A twice baked potato is a great side dish for majority of meals. The replacement of the sweet potato for the standard russet potato is a change that works great with the addition of the bread crumb topping that gives a great brown top and crisp to the sweet potatoes. The soft texture of the sweet potatoes go great with the creaminess of the parmesan cheese that your family will love. The key for this recipe is to find small evenly sized sweet potatoes for even cooking. If you are in a hurry, the sweet potatoes can be cooked quickly in a microwave for about 10 minutes, turning them every few minutes so they cook evenly. Check out the recipe below in this post.
In a skillet over medium heat. Add 3 tablespoons of butter. Once the butter is melted add the shallot and cook until soft, about 3-5 minutes. Transfer the shallots and butter from the pan into a bowl.

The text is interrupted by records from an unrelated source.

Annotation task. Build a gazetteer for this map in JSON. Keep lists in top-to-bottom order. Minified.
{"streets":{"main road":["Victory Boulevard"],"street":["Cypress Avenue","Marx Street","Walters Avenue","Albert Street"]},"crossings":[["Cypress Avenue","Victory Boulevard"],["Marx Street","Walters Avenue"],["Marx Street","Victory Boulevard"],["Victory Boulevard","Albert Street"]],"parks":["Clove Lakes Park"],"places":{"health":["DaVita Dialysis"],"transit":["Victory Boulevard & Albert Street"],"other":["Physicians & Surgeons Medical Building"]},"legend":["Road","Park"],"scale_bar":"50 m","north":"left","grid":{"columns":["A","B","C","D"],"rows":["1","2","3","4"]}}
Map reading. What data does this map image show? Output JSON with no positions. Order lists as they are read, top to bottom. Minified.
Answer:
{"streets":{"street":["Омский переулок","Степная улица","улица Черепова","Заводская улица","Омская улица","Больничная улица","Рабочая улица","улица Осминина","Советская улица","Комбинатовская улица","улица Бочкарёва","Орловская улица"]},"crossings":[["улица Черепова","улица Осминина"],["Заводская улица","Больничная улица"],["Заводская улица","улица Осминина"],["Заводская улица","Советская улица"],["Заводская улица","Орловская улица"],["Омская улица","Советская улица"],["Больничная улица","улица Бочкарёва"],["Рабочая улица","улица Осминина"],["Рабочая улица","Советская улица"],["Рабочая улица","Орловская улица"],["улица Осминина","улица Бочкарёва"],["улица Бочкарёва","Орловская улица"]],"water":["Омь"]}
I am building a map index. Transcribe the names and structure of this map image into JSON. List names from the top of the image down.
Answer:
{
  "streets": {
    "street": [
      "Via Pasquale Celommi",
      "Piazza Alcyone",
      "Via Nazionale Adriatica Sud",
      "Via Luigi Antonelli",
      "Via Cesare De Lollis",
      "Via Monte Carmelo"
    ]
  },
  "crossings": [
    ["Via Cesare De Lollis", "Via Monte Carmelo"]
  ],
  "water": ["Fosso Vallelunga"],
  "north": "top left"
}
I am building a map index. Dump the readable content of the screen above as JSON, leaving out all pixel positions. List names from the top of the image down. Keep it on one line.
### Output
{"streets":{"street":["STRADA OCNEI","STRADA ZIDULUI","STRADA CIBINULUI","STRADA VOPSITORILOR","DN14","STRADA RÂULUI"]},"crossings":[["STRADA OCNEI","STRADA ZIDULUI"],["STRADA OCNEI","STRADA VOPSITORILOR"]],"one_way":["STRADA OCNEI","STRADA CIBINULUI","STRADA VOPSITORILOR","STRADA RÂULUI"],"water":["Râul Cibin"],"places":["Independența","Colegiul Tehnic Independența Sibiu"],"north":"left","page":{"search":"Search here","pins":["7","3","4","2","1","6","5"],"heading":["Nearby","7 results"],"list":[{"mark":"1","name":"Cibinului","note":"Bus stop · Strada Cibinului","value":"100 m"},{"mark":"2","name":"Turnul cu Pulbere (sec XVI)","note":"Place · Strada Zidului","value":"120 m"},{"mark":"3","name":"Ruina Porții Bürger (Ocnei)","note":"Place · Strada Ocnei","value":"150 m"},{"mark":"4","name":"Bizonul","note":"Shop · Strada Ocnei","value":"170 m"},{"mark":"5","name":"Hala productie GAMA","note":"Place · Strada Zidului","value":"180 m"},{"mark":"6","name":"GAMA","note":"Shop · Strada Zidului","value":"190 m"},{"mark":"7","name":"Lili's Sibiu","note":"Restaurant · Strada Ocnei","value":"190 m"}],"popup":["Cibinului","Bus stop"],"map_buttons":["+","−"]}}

Add ¼ cup of parmesan cheese, thyme, bread pieces, salt and pepper. Toss to combine.
Using a spoon, remove all but ¼” of flesh remaining in each half. Place the removed potato flesh into a clean second bowl. Place six of the shells (discard the two remaining) on a wire rack lined sheet pan. Bake for 10 minutes until the shells are dry and slightly crisp. Meanwhile, Mash the sweet potato flesh using a spoon or potato masher until smooth. Add the remaining butter and parmesan cheese.
Stir in the egg until smooth.
Fill each shell evenly and top with the bread crumb topping. Bake for 20 minutes or until set and topping is browned. Let cool for 5 minutes then serve.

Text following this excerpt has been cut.